O Governo do Estado de São Paulo pouco negociou com os estudantes e a comunidade, tomando atitudes truculentas de repressão às ocupações, lideradas pela Polícia Militar de São Paulo. Mais uma vez, a polícia foi utilizada como uma ferramenta movida à violência, sob o comando de um Governo que se mostra antidemocrático e repressor. Os alunos, no entanto, seguiram organizados e resistiram, ganhando a comunidade em seu favor. Seguiram organizados até que o Governo do Estado cedeu “parcialmente”, camuflando a reorganização e adiando-a. Hoje a reorganização ocorre em algumas escolas, e outras estão em risco de fechamento.

Agora, com o país sob a presidência de Michel Temer, as ocupações voltaram a ocorrer, envolvendo inclusive Universidades e centros estudantis em todo o país. O motivo é a PEC 241 (Proposta de Emenda Constitucional) que reduzirá os investimentos em educação pelos próximos 20 anos, e a reforma do currículo do Ensino Médio, que prevê a retirada de algumas disciplinas.

A situação da educação no país segue em decadência. Em relação ao ensino superior, benefícios são cortados e atrasados, e estudantes não têm como pagar as Universidades, perdendo o curso ou envolvendo-se em dívidas gigantescas para tentar completá-los. A sensação da população, que nos últimos anos alcançou outros patamares no quesito educação e formação, e até ontem almejava seguir em crescimento, hoje se vê diante de uma batalha contra o retrocesso, contra a destruição do ensino e a segregação social que isto ocasiona. “Se não tem dinheiro, não faz faculdade. Vai estudar na USP”, disse o deputado Nelson Marquezelli (do PTB-SP). Talvez este seja o intuito da PEC 241 e dos que ainda protestam em seu favor.

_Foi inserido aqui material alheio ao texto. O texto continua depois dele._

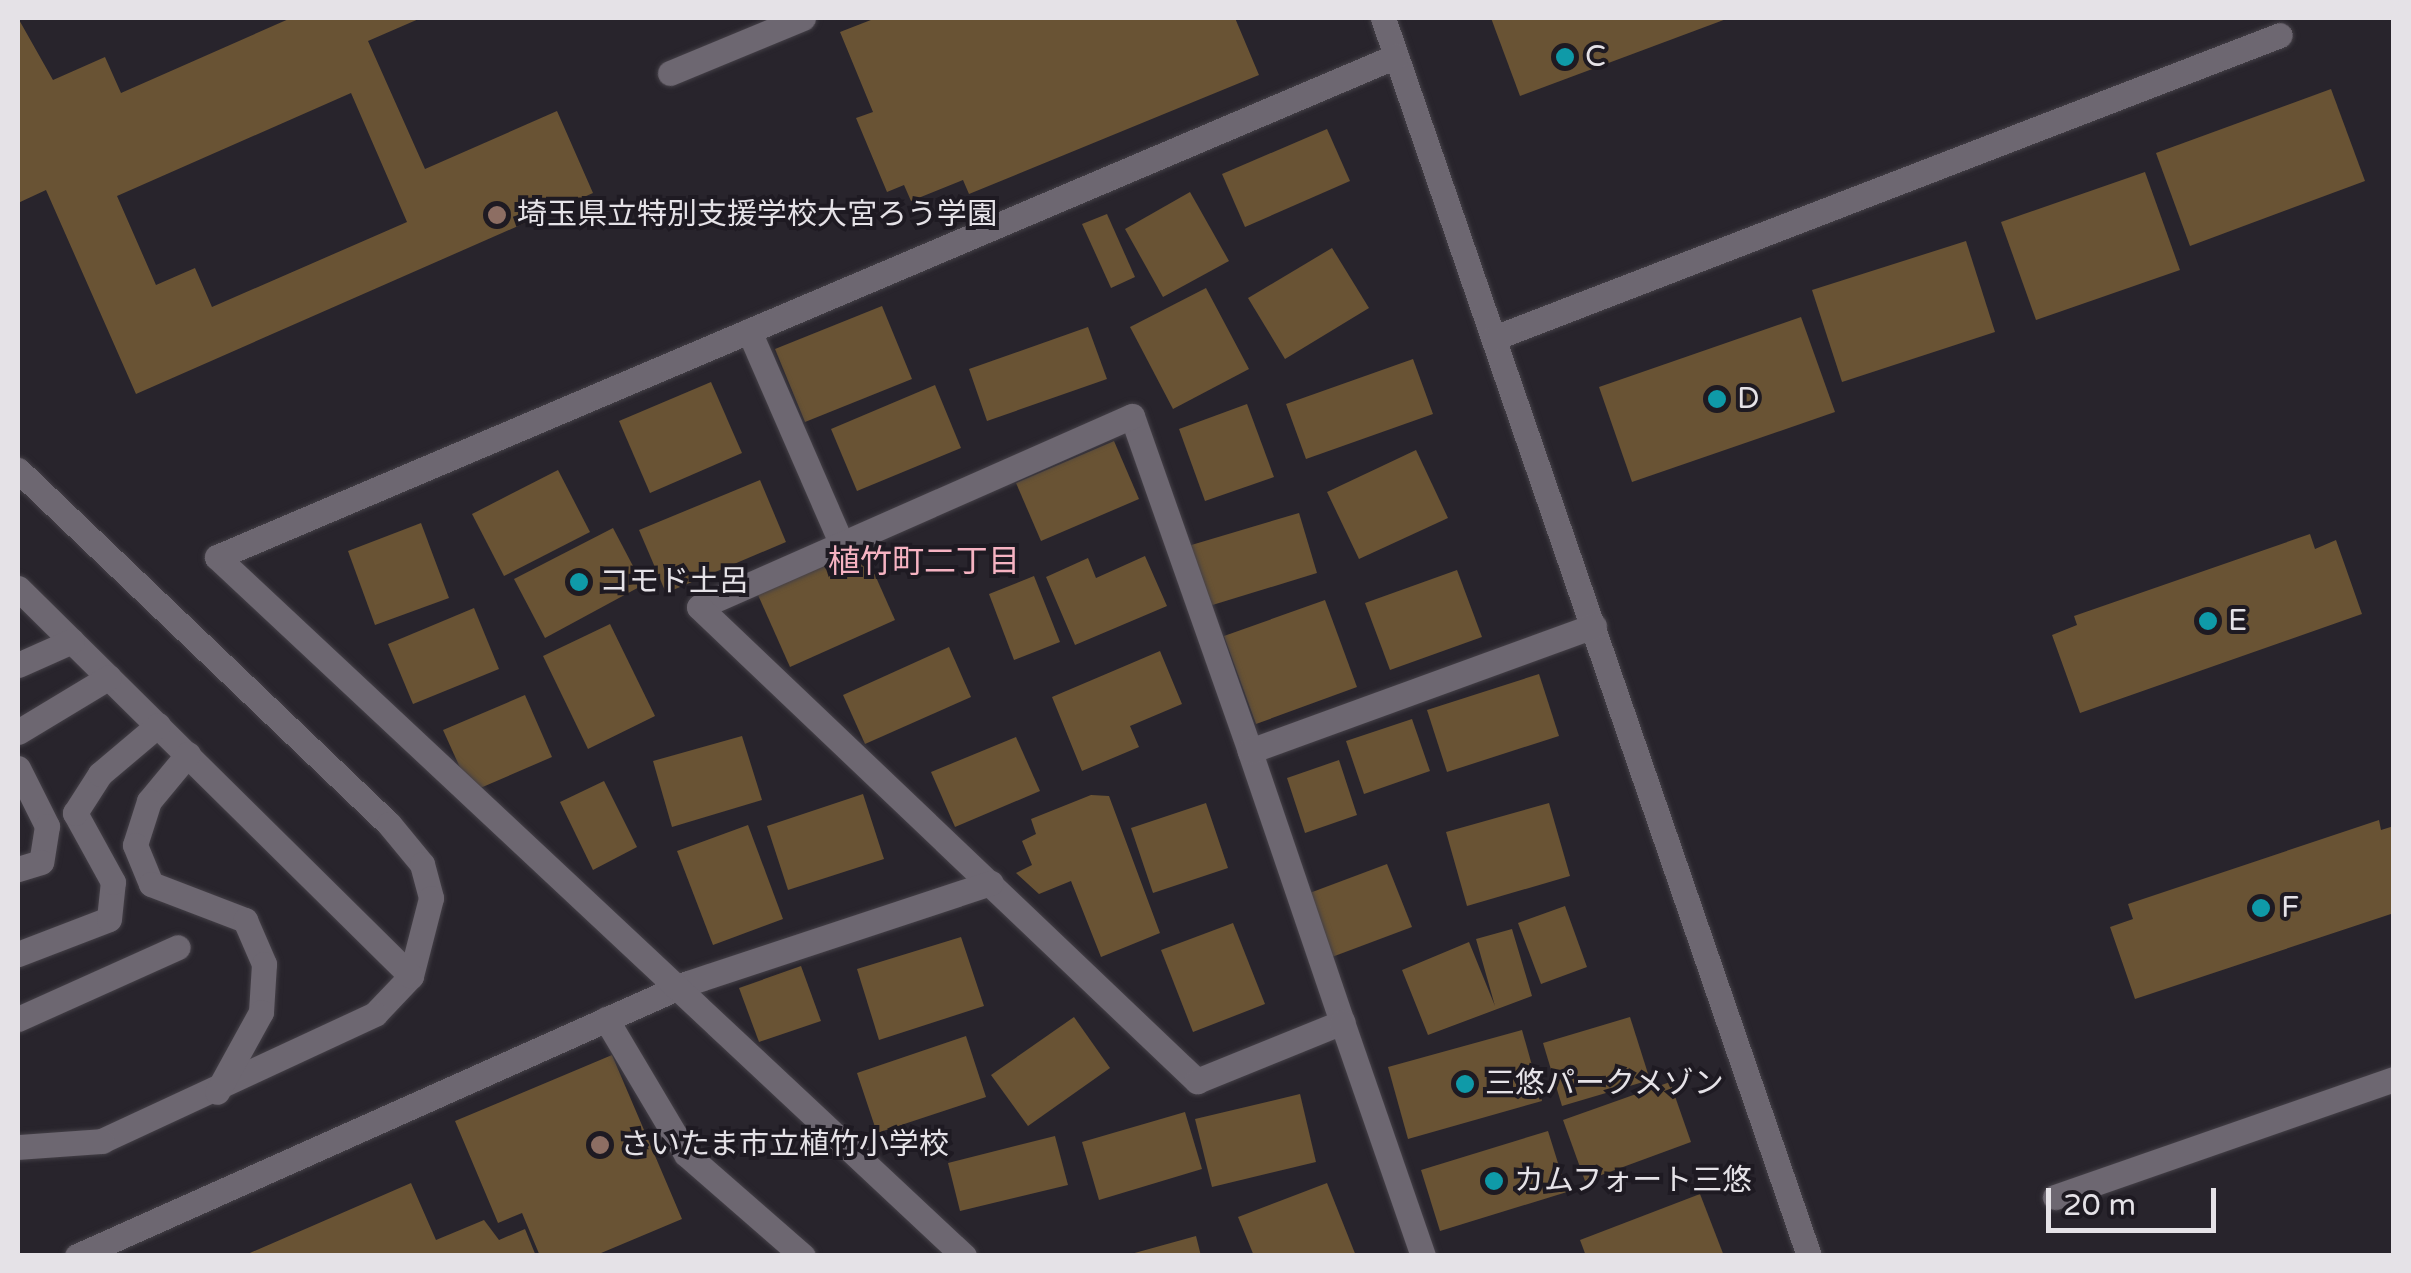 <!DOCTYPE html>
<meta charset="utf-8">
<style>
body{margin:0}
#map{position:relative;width:2411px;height:1273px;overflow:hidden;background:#28242c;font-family:"Varela Round","Noto Sans JP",sans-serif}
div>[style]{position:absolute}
.building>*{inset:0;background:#695334}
.roads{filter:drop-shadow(0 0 2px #444047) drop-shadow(0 0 2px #444047)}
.minor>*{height:25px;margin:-12.5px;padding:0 12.5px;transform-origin:12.5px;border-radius:12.5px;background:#6d6771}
.dots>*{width:28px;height:28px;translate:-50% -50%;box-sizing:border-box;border:5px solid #1e1a22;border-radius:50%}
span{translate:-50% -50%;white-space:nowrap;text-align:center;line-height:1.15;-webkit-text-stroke:8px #1e1a22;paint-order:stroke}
.poi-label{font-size:30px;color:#e5e2e7}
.left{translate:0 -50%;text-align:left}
.neighbourhood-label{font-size:32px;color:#f6b3c2}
.frame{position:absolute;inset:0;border:20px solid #e5e2e7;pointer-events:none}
.scale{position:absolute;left:2046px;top:1188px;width:170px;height:45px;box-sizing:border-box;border:5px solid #e5e2e7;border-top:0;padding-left:12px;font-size:30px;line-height:35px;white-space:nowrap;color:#e5e2e7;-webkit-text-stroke:8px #1e1a22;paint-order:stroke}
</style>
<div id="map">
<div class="building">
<div style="clip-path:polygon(evenodd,18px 18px,53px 80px,105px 57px,121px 93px,291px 18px,421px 18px,368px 41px,425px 169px,557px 111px,593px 193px,136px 394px,46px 190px,18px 203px,18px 18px,351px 93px,407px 222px,212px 307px,195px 268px,156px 285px,117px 196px,351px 93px)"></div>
<div style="clip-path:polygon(876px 18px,1235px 18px,1259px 75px,969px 194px,963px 180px,911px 201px,904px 185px,887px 192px,856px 118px,873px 112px,840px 32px)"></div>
<div style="clip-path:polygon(1491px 18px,1729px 18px,1520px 96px)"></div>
<div style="clip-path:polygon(2331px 89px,2365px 181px,2190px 246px,2156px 153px)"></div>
<div style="clip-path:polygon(1327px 129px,1350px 181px,1245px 227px,1222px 174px)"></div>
<div style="clip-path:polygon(2145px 172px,2180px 270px,2036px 320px,2001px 222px)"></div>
<div style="clip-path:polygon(1190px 192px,1229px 261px,1163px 297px,1125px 229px)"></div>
<div style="clip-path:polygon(1107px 214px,1135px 277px,1111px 288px,1082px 224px)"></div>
<div style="clip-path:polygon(1966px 241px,1995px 332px,1842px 382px,1812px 290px)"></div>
<div style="clip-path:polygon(1332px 248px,1369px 308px,1285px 359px,1248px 298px)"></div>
<div style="clip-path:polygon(1206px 288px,1249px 369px,1173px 409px,1130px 327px)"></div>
<div style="clip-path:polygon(882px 306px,912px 379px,805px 422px,775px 349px)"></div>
<div style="clip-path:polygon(1801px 317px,1835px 412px,1632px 482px,1599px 387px)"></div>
<div style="clip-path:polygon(1088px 327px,1107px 379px,987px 421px,969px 369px)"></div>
<div style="clip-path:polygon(1413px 359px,1433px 414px,1306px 459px,1286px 404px)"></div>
<div style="clip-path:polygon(711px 382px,742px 453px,650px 493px,619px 421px)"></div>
<div style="clip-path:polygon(935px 385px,961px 448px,857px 491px,831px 429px)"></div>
<div style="clip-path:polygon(1247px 404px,1274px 477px,1205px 501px,1179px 429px)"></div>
<div style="clip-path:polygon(1114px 441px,1139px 499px,1041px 541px,1016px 483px)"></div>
<div style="clip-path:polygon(1416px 450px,1448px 518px,1359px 559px,1327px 492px)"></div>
<div style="clip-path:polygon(558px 470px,590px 532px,504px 576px,472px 514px)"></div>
<div style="clip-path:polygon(760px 480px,786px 542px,666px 593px,639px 530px)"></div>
<div style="clip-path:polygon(1299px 513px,1317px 573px,1206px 607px,1188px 546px)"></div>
<div style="clip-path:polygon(421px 523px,449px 598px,375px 625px,348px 551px)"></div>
<div style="clip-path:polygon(613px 528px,643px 585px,545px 638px,514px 579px)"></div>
<div style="clip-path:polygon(2310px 534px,2315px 549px,2336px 540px,2362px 614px,2080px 713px,2052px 635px,2077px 625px,2074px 616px)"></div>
<div style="clip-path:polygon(863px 548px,895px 620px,790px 667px,758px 595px)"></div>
<div style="clip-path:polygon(1145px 556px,1167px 606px,1075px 645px,1046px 577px,1088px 558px,1096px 578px)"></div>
<div style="clip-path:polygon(1457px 570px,1482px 637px,1390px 670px,1365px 603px)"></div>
<div style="clip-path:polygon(1034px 576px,1060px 642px,1014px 660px,989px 594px)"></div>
<div style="clip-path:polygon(1325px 600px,1357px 687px,1256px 724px,1224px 636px)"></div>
<div style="clip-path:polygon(474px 608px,499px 669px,413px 704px,388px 644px)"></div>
<div style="clip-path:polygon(610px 624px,655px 716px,588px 749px,543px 656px)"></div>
<div style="clip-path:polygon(949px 647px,971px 697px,865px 744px,843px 695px)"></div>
<div style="clip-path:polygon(1160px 651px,1182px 704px,1130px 726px,1139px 747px,1082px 771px,1052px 697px)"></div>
<div style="clip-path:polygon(1539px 674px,1559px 736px,1447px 772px,1427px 710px)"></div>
<div style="clip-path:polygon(525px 695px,552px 757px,471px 792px,443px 730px)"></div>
<div style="clip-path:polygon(1412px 719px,1430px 771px,1364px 794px,1346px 741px)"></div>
<div style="clip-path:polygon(742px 736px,762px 800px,672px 827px,653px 761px)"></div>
<div style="clip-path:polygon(1016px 737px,1040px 791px,955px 827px,931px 772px)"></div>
<div style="clip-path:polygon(1339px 760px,1357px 815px,1305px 833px,1287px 778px)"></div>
<div style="clip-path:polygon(604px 781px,637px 847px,593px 870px,560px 802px)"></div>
<div style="clip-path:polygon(863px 794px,884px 859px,788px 890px,767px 826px)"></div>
<div style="clip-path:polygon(1091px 795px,1109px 796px,1160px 933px,1101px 957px,1071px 881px,1039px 894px,1016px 873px,1032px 865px,1022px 841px,1036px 834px,1031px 819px)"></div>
<div style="clip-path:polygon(1206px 803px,1228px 868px,1153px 893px,1131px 828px)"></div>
<div style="clip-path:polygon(1549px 803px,1570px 876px,1467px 906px,1446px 832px)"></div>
<div style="clip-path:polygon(2379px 820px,2381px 830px,2394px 826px,2394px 913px,2135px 999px,2110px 927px,2133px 919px,2128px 904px)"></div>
<div style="clip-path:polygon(748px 825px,783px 919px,713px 945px,677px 851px)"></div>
<div style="clip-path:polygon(1387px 864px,1412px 927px,1332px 957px,1307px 894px)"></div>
<div style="clip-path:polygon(1565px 906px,1587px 967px,1541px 984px,1518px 923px)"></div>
<div style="clip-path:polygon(1233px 923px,1265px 1004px,1193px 1032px,1161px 950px)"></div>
<div style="clip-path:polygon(1512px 929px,1532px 996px,1428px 1035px,1402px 970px,1469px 942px,1495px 1006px,1476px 939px)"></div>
<div style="clip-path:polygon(961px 937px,984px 1006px,879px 1040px,857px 969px)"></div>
<div style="clip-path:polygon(801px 966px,821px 1021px,759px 1042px,739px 988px)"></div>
<div style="clip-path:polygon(1074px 1017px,1110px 1068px,1028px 1126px,991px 1075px)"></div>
<div style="clip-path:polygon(1630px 1017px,1650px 1080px,1562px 1106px,1543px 1043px)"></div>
<div style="clip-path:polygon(1522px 1030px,1542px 1101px,1408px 1139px,1388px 1067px)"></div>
<div style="clip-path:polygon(966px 1036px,986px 1097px,877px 1133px,857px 1073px)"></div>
<div style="clip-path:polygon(612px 1055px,682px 1219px,594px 1256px,540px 1256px,522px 1213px,498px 1223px,455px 1121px)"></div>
<div style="clip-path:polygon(1670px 1082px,1691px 1142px,1585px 1181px,1563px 1120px)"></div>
<div style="clip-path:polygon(1300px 1094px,1316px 1162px,1212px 1187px,1195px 1119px)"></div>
<div style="clip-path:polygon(1185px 1112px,1202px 1169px,1099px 1200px,1082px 1142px)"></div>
<div style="clip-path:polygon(1548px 1131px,1567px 1192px,1440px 1231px,1421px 1170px)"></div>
<div style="clip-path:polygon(1055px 1136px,1068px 1185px,960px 1211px,948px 1163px)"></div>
<div style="clip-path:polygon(411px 1183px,436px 1240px,484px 1220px,499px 1240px,525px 1229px,536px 1256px,243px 1256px)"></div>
<div style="clip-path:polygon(1327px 1183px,1356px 1256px,1254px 1256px,1238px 1217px)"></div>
<div style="clip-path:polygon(1700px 1194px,1724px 1256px,1586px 1256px,1580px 1240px)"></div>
<div style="clip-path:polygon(1196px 1236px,1201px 1256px,1107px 1256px,1131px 1254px)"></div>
</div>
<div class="roads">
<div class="minor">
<div style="left:1383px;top:18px;width:1309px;rotate:71.01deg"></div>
<div style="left:670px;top:73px;width:144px;rotate:-22.5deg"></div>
<div style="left:749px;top:331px;width:233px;rotate:66.5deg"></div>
<div style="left:1494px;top:338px;width:842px;rotate:-21.08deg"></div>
<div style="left:18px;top:470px;width:513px;rotate:43.66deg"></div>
<div style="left:389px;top:824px;width:52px;rotate:50.5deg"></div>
<div style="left:422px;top:864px;width:35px;rotate:75deg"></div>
<div style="left:431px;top:898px;width:81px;rotate:104.4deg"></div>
<div style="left:411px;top:976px;width:52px;rotate:133.5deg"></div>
<div style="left:375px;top:1014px;width:301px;rotate:155.1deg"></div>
<div style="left:102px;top:1141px;width:84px;rotate:175.9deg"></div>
<div style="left:18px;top:588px;width:552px;rotate:44.63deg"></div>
<div style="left:18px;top:665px;width:59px;rotate:-24deg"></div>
<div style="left:18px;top:732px;width:106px;rotate:-31.1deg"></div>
<div style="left:1250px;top:751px;width:355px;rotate:-109.4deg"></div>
<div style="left:1132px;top:416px;width:473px;rotate:156.2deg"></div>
<div style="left:699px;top:607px;width:688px;rotate:43.59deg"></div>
<div style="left:1197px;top:1081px;width:157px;rotate:-22.1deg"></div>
<div style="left:1342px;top:1022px;width:286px;rotate:-108.8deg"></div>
<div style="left:1250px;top:751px;width:366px;rotate:-20deg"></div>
<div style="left:188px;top:754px;width:61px;rotate:129.7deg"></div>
<div style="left:149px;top:801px;width:46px;rotate:107.7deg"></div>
<div style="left:135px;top:845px;width:42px;rotate:67.7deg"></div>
<div style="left:151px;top:884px;width:101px;rotate:21deg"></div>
<div style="left:245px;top:920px;width:48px;rotate:66.6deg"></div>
<div style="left:264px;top:964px;width:48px;rotate:93.6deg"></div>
<div style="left:261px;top:1012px;width:91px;rotate:118.8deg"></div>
<div style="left:18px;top:768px;width:65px;rotate:63.4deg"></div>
<div style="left:47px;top:826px;width:36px;rotate:99deg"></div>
<div style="left:41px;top:862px;width:24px;rotate:163deg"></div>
<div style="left:18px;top:954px;width:97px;rotate:-21deg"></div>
<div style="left:109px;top:919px;width:37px;rotate:-84deg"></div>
<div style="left:113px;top:882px;width:79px;rotate:-118.8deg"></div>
<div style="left:75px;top:813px;width:46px;rotate:-57.3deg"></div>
<div style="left:100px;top:774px;width:76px;rotate:-40.2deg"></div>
<div style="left:18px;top:1019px;width:175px;rotate:-24.2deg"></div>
<div style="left:606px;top:1019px;width:157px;rotate:59.3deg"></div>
<div style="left:686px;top:1154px;width:155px;rotate:41.1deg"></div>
<div style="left:1342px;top:1022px;width:248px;rotate:70.9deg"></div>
<div style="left:2055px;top:1197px;width:359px;rotate:-19.2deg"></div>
<div style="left:77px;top:1256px;width:669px;rotate:-24.08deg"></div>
<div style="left:688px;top:983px;width:319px;rotate:-18.3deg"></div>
<div style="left:964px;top:1256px;width:1023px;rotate:-136.9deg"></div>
<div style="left:217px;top:557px;width:1281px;rotate:-23.02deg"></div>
</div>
</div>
<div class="dots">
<div style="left:1565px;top:57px;background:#0f9aa8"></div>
<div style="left:497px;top:215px;background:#8d6e63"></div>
<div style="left:1717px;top:399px;background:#0f9aa8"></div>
<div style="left:579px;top:582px;background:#0f9aa8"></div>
<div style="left:2208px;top:621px;background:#0f9aa8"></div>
<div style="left:2261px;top:908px;background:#0f9aa8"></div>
<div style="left:1465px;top:1084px;background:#0f9aa8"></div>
<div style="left:600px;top:1145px;background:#8d6e63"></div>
<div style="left:1494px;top:1181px;background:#0f9aa8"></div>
</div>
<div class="poi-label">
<span class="left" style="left:1585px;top:57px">C</span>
<span class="left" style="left:517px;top:215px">埼玉県立特別支援学校大宮ろう学園</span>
<span class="left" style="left:1737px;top:399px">D</span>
<span class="left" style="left:599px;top:582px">コモド土呂</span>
<span class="left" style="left:2228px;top:621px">E</span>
<span class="left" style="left:2281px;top:908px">F</span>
<span class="left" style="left:1485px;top:1084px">三悠パークメゾン</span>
<span class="left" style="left:620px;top:1145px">さいたま市立植竹小学校</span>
<span class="left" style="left:1514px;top:1181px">カムフォート三悠</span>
</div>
<div class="neighbourhood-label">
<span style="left:924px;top:562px">植竹町二丁目</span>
</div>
<div class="frame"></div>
<div class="scale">20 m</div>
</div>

Vários protestos ocorrerão nos próximos dias em todo o país contra a “PEC do Fim do Mundo”, na tentativa de salvar os avanços e conquistas alcançados nos últimos anos. Esta será também uma tentativa de barrar a falta de bom senso (para não dizer aqui “cara de pau”) de nossos governantes, que aumentam salários e cargos de assessores, e reduzem gastos com educação e saúde para equilibrar as contas públicas. Enquanto reinar a falta de caráter e senso de bem comum público em nossos governos, o povo seguirá em batalhas constantes, pelas ruas, escolas, hospitais, em busca de qualidade de vida e manutenção de seus direitos básicos, pagos por seus impostos.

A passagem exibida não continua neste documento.